At a meeting last month, the federal monetary policy formulations were almost unanimously in saying that the American economy faced higher risk of inflation and slower growth, as some authorities indicated that “difficult compensation” may be before the US Central Bank, according to the minutes of the meeting.

The meeting was held on 18 and 19 in the wake of the initial tariff plans for the Trump government, which increased uncertainty about economic perspectives and pushes the participants to prefer a “cautious approach” and may choose to maintain higher interest rates for a longer period if inflation continues, or reduce economy rates if the weak economy needs more urgent attention.

“The participants have increased that the uncertainty about economic perspectives has increased, as almost all the participants saw the risks to inflation, and the risk of employment was tilted and the risks of employment as they are,” according to the minutes issued on Wednesday (9).

The minutes said that some participants in the meeting “noticed (…) that the Federal Committee (the federal market) may face difficult compensation if inflation is more stable with poor growth and employment.”

The 19 -monetary policy formulations that gathered before President Donald Trump revealed on April 2, more aggressive and comprehensive import taxes than the advertiser before the March meeting.

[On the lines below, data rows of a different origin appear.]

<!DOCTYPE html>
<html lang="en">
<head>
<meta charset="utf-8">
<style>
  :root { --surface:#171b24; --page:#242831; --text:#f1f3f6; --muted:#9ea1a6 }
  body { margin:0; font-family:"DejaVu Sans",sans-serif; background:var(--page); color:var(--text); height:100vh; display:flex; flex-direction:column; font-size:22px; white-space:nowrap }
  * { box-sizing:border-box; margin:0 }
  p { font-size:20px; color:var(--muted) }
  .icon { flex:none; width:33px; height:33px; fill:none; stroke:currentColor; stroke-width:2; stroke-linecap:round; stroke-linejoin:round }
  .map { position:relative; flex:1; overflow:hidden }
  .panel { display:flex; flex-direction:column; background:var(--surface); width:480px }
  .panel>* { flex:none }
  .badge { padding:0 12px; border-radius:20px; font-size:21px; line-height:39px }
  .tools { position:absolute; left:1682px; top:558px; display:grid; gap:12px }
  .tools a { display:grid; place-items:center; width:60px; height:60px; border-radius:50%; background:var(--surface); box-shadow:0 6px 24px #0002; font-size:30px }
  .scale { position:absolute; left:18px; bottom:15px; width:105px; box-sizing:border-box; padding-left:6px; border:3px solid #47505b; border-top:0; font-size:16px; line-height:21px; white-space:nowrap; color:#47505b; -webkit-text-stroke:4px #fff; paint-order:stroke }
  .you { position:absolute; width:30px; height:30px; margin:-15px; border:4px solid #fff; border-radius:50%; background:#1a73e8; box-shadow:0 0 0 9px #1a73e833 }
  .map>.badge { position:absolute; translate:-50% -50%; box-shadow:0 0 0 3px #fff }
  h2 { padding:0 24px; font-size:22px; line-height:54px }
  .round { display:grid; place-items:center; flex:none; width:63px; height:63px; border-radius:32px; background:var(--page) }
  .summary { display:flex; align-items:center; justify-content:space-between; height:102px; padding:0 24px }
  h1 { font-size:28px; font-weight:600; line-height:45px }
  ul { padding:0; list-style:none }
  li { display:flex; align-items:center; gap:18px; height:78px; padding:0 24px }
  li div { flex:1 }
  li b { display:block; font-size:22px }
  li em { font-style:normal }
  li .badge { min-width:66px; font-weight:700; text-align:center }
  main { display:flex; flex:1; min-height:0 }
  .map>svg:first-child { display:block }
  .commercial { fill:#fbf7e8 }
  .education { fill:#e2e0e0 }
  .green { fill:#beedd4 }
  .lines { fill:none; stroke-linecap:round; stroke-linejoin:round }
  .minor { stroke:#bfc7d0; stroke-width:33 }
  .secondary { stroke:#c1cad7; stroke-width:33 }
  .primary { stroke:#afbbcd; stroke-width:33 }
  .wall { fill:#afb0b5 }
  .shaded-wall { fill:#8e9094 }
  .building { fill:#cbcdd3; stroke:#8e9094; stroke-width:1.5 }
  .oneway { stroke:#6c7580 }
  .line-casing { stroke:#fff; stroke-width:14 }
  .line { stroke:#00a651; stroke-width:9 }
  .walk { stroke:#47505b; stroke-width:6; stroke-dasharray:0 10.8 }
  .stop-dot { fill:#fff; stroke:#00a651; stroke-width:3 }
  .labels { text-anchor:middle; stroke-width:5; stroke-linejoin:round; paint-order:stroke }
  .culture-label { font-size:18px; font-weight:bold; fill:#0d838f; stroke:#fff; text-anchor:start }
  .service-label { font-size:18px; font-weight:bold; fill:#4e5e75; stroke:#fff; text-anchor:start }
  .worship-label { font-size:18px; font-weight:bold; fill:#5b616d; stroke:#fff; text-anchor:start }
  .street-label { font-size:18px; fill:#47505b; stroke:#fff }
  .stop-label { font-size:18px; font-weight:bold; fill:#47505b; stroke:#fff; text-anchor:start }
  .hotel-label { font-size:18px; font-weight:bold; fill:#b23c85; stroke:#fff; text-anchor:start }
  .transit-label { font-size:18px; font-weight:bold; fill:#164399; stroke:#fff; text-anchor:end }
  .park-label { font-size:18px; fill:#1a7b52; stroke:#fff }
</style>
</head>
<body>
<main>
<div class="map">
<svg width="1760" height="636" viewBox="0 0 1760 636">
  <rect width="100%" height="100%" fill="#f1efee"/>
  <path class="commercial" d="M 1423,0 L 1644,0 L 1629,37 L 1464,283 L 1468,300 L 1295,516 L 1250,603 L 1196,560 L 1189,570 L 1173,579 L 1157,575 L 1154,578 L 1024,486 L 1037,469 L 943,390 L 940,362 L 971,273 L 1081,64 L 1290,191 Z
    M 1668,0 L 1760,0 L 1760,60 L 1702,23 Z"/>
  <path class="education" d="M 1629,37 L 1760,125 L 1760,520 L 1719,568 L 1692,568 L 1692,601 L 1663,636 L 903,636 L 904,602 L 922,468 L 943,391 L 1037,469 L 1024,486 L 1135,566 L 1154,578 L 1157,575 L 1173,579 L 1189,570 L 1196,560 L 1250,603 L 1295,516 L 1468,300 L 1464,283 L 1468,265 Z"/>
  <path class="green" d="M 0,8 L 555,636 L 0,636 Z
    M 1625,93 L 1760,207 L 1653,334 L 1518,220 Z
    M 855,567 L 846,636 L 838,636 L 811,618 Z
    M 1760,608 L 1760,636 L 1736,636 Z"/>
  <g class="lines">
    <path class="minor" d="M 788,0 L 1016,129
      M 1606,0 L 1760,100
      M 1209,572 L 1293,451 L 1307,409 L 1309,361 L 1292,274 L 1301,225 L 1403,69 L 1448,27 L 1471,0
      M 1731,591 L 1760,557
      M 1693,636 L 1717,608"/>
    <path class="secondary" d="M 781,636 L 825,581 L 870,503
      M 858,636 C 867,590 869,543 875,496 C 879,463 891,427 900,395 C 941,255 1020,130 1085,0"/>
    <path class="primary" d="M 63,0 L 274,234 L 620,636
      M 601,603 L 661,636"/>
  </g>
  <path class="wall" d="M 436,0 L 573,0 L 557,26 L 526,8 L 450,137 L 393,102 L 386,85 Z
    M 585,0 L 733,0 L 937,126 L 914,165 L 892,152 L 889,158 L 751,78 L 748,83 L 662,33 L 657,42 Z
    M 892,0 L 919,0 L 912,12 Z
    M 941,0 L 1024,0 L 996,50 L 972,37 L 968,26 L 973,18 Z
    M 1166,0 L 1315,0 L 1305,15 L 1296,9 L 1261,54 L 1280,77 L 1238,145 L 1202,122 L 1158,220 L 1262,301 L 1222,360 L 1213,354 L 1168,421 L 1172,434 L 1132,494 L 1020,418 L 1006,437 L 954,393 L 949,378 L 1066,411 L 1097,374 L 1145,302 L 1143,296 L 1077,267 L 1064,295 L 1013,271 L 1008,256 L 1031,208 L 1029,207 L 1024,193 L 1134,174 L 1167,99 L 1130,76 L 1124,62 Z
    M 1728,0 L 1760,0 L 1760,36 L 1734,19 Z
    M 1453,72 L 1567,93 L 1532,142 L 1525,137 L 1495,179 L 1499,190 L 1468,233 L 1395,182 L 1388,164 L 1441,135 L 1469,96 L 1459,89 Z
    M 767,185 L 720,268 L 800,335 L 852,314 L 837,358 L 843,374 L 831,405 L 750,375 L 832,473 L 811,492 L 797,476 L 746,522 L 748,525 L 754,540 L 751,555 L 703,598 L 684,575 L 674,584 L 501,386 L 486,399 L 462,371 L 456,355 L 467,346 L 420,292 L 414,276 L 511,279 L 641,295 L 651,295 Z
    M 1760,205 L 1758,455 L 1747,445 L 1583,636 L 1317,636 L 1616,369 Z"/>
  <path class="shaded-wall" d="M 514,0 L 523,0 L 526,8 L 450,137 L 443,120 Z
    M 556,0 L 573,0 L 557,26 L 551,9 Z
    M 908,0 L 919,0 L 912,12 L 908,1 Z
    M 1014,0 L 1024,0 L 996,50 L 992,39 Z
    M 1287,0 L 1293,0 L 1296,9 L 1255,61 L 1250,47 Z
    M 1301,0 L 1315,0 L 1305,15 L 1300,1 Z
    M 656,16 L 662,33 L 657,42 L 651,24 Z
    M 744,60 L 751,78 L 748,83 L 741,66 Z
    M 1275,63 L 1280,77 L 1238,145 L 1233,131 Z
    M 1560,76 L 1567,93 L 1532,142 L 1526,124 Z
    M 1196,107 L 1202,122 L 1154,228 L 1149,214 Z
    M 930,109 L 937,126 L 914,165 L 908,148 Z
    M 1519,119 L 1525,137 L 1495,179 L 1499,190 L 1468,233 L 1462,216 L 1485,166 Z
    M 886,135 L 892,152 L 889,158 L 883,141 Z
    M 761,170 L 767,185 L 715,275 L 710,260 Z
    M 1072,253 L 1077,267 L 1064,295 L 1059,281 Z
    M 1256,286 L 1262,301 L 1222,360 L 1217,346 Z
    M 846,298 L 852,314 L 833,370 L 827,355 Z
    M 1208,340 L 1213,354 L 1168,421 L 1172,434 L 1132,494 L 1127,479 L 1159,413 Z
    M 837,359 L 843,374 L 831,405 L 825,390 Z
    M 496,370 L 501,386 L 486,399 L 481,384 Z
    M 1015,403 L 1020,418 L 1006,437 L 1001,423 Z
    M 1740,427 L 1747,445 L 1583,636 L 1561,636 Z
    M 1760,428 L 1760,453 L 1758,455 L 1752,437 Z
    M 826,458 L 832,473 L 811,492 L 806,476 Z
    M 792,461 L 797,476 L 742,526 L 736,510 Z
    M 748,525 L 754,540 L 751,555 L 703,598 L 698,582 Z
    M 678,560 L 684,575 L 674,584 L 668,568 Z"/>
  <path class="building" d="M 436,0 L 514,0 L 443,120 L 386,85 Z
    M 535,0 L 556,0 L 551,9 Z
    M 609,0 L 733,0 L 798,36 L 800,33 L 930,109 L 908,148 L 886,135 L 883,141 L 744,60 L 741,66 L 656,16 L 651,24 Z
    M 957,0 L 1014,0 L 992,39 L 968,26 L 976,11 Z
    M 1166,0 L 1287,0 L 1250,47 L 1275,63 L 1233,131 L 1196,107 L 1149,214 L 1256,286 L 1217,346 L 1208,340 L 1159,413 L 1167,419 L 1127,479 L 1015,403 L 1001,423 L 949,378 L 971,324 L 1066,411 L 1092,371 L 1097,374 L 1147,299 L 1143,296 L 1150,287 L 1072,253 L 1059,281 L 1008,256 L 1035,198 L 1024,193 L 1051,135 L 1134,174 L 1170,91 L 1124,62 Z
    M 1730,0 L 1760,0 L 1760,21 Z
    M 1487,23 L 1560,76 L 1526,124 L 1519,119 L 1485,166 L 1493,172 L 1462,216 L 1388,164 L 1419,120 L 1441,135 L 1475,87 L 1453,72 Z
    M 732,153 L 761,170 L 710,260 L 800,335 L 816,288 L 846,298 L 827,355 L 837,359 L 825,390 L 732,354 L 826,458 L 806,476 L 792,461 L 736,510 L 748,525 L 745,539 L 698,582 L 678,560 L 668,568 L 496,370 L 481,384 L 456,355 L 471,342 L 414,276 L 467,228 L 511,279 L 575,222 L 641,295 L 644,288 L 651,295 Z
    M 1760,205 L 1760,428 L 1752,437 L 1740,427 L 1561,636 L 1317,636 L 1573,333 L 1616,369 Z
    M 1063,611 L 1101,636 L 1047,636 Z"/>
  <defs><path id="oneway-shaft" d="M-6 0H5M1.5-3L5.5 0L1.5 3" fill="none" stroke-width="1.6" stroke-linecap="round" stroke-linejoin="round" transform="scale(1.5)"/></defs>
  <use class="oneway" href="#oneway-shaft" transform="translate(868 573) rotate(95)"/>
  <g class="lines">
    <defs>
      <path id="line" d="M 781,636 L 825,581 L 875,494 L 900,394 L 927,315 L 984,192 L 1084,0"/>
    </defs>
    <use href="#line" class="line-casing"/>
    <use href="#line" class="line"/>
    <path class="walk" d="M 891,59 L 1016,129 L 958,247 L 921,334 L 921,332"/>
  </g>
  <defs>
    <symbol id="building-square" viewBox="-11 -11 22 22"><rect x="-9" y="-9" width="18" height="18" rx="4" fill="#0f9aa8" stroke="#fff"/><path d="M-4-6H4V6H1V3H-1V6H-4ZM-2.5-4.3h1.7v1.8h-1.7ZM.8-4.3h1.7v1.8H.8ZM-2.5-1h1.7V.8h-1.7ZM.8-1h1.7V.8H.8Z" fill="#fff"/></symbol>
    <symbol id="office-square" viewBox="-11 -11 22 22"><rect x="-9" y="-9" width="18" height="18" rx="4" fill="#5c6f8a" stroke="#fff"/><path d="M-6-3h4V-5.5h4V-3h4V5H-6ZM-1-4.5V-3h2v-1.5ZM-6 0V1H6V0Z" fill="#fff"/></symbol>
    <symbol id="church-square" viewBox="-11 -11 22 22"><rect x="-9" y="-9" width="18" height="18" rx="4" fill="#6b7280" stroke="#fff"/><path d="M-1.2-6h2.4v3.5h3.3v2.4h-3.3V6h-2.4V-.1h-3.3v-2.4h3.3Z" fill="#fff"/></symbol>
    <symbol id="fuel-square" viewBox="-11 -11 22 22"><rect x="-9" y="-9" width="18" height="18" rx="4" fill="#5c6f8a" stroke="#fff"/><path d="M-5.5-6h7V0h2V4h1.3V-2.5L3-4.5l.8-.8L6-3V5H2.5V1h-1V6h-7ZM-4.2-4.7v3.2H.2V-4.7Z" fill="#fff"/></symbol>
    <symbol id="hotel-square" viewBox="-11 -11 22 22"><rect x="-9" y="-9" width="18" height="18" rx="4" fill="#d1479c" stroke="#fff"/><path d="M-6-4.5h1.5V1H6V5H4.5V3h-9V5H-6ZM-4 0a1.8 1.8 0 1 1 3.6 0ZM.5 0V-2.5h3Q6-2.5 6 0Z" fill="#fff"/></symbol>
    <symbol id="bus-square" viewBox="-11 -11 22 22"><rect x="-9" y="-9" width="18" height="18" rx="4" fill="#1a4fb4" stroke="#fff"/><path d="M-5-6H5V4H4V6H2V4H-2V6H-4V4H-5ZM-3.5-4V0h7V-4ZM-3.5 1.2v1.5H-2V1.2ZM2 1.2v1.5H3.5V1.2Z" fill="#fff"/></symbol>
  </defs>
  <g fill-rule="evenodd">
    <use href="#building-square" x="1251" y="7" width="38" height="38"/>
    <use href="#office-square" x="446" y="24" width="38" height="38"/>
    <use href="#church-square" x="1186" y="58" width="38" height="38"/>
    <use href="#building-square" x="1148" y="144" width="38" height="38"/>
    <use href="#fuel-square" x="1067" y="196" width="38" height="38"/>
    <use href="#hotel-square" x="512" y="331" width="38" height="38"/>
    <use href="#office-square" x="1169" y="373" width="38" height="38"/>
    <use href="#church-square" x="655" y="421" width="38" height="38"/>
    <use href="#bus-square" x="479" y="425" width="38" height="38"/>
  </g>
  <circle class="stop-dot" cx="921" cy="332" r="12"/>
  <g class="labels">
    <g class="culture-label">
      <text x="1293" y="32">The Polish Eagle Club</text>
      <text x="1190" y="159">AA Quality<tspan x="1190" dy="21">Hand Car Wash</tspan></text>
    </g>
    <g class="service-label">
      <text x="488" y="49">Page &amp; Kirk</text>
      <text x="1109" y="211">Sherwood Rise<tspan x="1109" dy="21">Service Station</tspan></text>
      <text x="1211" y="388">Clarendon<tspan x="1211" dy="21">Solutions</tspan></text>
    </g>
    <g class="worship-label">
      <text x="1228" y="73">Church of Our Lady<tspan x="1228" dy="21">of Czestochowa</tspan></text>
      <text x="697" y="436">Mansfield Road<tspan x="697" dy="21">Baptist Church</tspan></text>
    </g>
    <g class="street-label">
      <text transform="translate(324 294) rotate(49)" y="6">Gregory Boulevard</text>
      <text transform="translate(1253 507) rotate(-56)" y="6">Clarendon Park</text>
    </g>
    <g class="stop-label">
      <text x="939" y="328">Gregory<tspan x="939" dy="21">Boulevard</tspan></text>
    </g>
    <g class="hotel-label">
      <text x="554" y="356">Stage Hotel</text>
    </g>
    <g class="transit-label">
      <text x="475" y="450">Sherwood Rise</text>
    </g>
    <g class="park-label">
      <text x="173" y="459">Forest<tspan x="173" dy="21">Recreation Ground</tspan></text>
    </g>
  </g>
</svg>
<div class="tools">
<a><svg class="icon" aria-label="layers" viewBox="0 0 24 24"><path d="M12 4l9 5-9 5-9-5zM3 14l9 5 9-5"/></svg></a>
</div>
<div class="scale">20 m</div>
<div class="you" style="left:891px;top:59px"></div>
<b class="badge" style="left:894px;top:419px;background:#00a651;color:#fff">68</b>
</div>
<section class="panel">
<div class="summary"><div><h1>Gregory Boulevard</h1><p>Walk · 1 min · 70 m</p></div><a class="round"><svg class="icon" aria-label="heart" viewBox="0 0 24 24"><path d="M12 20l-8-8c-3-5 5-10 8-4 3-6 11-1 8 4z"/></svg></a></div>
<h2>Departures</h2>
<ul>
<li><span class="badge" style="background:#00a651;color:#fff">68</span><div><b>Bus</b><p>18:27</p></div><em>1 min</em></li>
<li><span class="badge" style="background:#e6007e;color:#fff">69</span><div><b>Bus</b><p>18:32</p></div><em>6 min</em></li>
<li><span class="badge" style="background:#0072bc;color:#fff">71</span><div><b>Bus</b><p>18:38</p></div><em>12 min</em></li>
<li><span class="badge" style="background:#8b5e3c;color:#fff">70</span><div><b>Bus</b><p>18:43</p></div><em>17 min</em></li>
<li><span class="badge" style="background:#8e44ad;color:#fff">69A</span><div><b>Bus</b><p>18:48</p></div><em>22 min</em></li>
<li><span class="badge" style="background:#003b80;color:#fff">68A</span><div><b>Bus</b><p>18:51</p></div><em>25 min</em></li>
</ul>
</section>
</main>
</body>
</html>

Even from a more limited point of view, the Federal Reserve Bank authorities in this meeting reduced economic growth predictions, increased their view of inflation to 2025 and reduced three to two rates of 0.25 percentage points expected for this year.

In the same way, the FBI authorities have indicated an increase in the uncertainty over Trump’s political plans and its potential impact on the economy.

In the middle of March, before the decrease in stock prices, followed by the latest Trump identification ads, the federal reserve authorities were already interested in the dangers of “sudden repetition”.

“Some participants have warned that sudden repetition of risk in financial markets could exacerbate the effects of any negative shock to the economy,” the minutes say.

The measures announced by Trump since the last meeting of the expected Federal Reserve, and US Central Bank officials, including the President of the Federal Reserve, Jerome Powell, said that the consequences are likely to be higher.

In an early social network publication on Wednesday afternoon, Trump said he was stopping many new taxes for 90 days, although Chinese imports are not taxes.

Global stock markets decreased dramatically before Trump’s recent announcement, and the American Treasury titles increased.